Dataset entries
------
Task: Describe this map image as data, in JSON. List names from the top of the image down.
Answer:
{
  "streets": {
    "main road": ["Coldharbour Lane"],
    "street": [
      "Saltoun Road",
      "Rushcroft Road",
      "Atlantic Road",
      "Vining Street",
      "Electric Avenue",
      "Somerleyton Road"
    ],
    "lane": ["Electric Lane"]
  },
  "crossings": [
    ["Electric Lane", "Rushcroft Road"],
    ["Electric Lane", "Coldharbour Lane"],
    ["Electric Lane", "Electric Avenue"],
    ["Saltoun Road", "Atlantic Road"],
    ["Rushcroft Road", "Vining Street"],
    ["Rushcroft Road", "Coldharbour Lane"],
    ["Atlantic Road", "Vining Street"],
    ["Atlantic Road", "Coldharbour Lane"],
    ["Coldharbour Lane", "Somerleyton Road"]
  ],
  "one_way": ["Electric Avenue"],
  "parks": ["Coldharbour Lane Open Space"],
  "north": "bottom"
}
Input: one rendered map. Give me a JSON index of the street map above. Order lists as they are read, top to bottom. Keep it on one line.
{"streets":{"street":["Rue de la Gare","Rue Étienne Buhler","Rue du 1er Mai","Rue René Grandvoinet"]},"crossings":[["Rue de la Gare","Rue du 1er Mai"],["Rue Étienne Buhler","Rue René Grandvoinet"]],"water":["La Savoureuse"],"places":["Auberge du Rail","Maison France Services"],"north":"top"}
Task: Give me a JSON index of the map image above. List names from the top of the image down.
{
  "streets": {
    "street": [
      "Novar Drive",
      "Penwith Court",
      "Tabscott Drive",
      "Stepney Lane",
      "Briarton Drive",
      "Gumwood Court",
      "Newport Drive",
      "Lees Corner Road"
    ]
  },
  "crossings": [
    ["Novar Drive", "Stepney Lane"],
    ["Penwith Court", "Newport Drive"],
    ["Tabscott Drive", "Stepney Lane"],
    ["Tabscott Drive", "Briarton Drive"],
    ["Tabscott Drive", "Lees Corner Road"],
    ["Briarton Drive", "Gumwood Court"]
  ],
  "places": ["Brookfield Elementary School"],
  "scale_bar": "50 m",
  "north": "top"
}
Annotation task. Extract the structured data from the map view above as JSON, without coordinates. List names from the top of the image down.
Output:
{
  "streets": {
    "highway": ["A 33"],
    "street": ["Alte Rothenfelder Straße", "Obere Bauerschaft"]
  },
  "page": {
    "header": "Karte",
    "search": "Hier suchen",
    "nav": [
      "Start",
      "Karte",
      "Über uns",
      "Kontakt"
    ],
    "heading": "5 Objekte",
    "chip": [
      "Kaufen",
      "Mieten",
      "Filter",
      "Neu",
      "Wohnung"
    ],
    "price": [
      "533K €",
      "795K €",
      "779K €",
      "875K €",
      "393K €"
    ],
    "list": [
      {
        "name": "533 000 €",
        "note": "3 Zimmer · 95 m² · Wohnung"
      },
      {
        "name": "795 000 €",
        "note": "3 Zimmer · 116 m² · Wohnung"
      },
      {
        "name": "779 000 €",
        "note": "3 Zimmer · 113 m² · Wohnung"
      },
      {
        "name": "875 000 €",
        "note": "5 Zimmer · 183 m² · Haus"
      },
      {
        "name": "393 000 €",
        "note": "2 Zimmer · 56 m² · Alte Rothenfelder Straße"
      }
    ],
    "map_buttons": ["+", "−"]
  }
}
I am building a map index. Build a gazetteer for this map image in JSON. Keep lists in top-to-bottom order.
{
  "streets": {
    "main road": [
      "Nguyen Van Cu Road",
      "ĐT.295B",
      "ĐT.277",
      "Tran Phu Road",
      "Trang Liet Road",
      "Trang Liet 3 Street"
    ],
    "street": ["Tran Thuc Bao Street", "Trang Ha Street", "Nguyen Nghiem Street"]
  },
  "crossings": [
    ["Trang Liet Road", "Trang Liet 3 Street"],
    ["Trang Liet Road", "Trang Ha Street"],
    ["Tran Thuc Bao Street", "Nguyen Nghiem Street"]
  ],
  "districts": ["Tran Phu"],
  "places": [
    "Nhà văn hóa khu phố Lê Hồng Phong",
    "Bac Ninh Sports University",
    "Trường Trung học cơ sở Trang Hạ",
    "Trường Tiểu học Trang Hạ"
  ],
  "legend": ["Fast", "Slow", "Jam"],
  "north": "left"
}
------
▶ _Task_: Retype every record above exactly as it stands.

▶ _Task output_:
Task: Describe this map image as data, in JSON. List names from the top of the image down.
Answer:
{
  "streets": {
    "main road": ["Coldharbour Lane"],
    "street": [
      "Saltoun Road",
      "Rushcroft Road",
      "Atlantic Road",
      "Vining Street",
      "Electric Avenue",
      "Somerleyton Road"
    ],
    "lane": ["Electric Lane"]
  },
  "crossings": [
    ["Electric Lane", "Rushcroft Road"],
    ["Electric Lane", "Coldharbour Lane"],
    ["Electric Lane", "Electric Avenue"],
    ["Saltoun Road", "Atlantic Road"],
    ["Rushcroft Road", "Vining Street"],
    ["Rushcroft Road", "Coldharbour Lane"],
    ["Atlantic Road", "Vining Street"],
    ["Atlantic Road", "Coldharbour Lane"],
    ["Coldharbour Lane", "Somerleyton Road"]
  ],
  "one_way": ["Electric Avenue"],
  "parks": ["Coldharbour Lane Open Space"],
  "north": "bottom"
}
Input: one rendered map. Give me a JSON index of the street map above. Order lists as they are read, top to bottom. Keep it on one line.
{"streets":{"street":["Rue de la Gare","Rue Étienne Buhler","Rue du 1er Mai","Rue René Grandvoinet"]},"crossings":[["Rue de la Gare","Rue du 1er Mai"],["Rue Étienne Buhler","Rue René Grandvoinet"]],"water":["La Savoureuse"],"places":["Auberge du Rail","Maison France Services"],"north":"top"}
Task: Give me a JSON index of the map image above. List names from the top of the image down.
{
  "streets": {
    "street": [
      "Novar Drive",
      "Penwith Court",
      "Tabscott Drive",
      "Stepney Lane",
      "Briarton Drive",
      "Gumwood Court",
      "Newport Drive",
      "Lees Corner Road"
    ]
  },
  "crossings": [
    ["Novar Drive", "Stepney Lane"],
    ["Penwith Court", "Newport Drive"],
    ["Tabscott Drive", "Stepney Lane"],
    ["Tabscott Drive", "Briarton Drive"],
    ["Tabscott Drive", "Lees Corner Road"],
    ["Briarton Drive", "Gumwood Court"]
  ],
  "places": ["Brookfield Elementary School"],
  "scale_bar": "50 m",
  "north": "top"
}
Annotation task. Extract the structured data from the map view above as JSON, without coordinates. List names from the top of the image down.
Output:
{
  "streets": {
    "highway": ["A 33"],
    "street": ["Alte Rothenfelder Straße", "Obere Bauerschaft"]
  },
  "page": {
    "header": "Karte",
    "search": "Hier suchen",
    "nav": [
      "Start",
      "Karte",
      "Über uns",
      "Kontakt"
    ],
    "heading": "5 Objekte",
    "chip": [
      "Kaufen",
      "Mieten",
      "Filter",
      "Neu",
      "Wohnung"
    ],
    "price": [
      "533K €",
      "795K €",
      "779K €",
      "875K €",
      "393K €"
    ],
    "list": [
      {
        "name": "533 000 €",
        "note": "3 Zimmer · 95 m² · Wohnung"
      },
      {
        "name": "795 000 €",
        "note": "3 Zimmer · 116 m² · Wohnung"
      },
      {
        "name": "779 000 €",
        "note": "3 Zimmer · 113 m² · Wohnung"
      },
      {
        "name": "875 000 €",
        "note": "5 Zimmer · 183 m² · Haus"
      },
      {
        "name": "393 000 €",
        "note": "2 Zimmer · 56 m² · Alte Rothenfelder Straße"
      }
    ],
    "map_buttons": ["+", "−"]
  }
}
I am building a map index. Build a gazetteer for this map image in JSON. Keep lists in top-to-bottom order.
{
  "streets": {
    "main road": [
      "Nguyen Van Cu Road",
      "ĐT.295B",
      "ĐT.277",
      "Tran Phu Road",
      "Trang Liet Road",
      "Trang Liet 3 Street"
    ],
    "street": ["Tran Thuc Bao Street", "Trang Ha Street", "Nguyen Nghiem Street"]
  },
  "crossings": [
    ["Trang Liet Road", "Trang Liet 3 Street"],
    ["Trang Liet Road", "Trang Ha Street"],
    ["Tran Thuc Bao Street", "Nguyen Nghiem Street"]
  ],
  "districts": ["Tran Phu"],
  "places": [
    "Nhà văn hóa khu phố Lê Hồng Phong",
    "Bac Ninh Sports University",
    "Trường Trung học cơ sở Trang Hạ",
    "Trường Tiểu học Trang Hạ"
  ],
  "legend": ["Fast", "Slow", "Jam"],
  "north": "left"
}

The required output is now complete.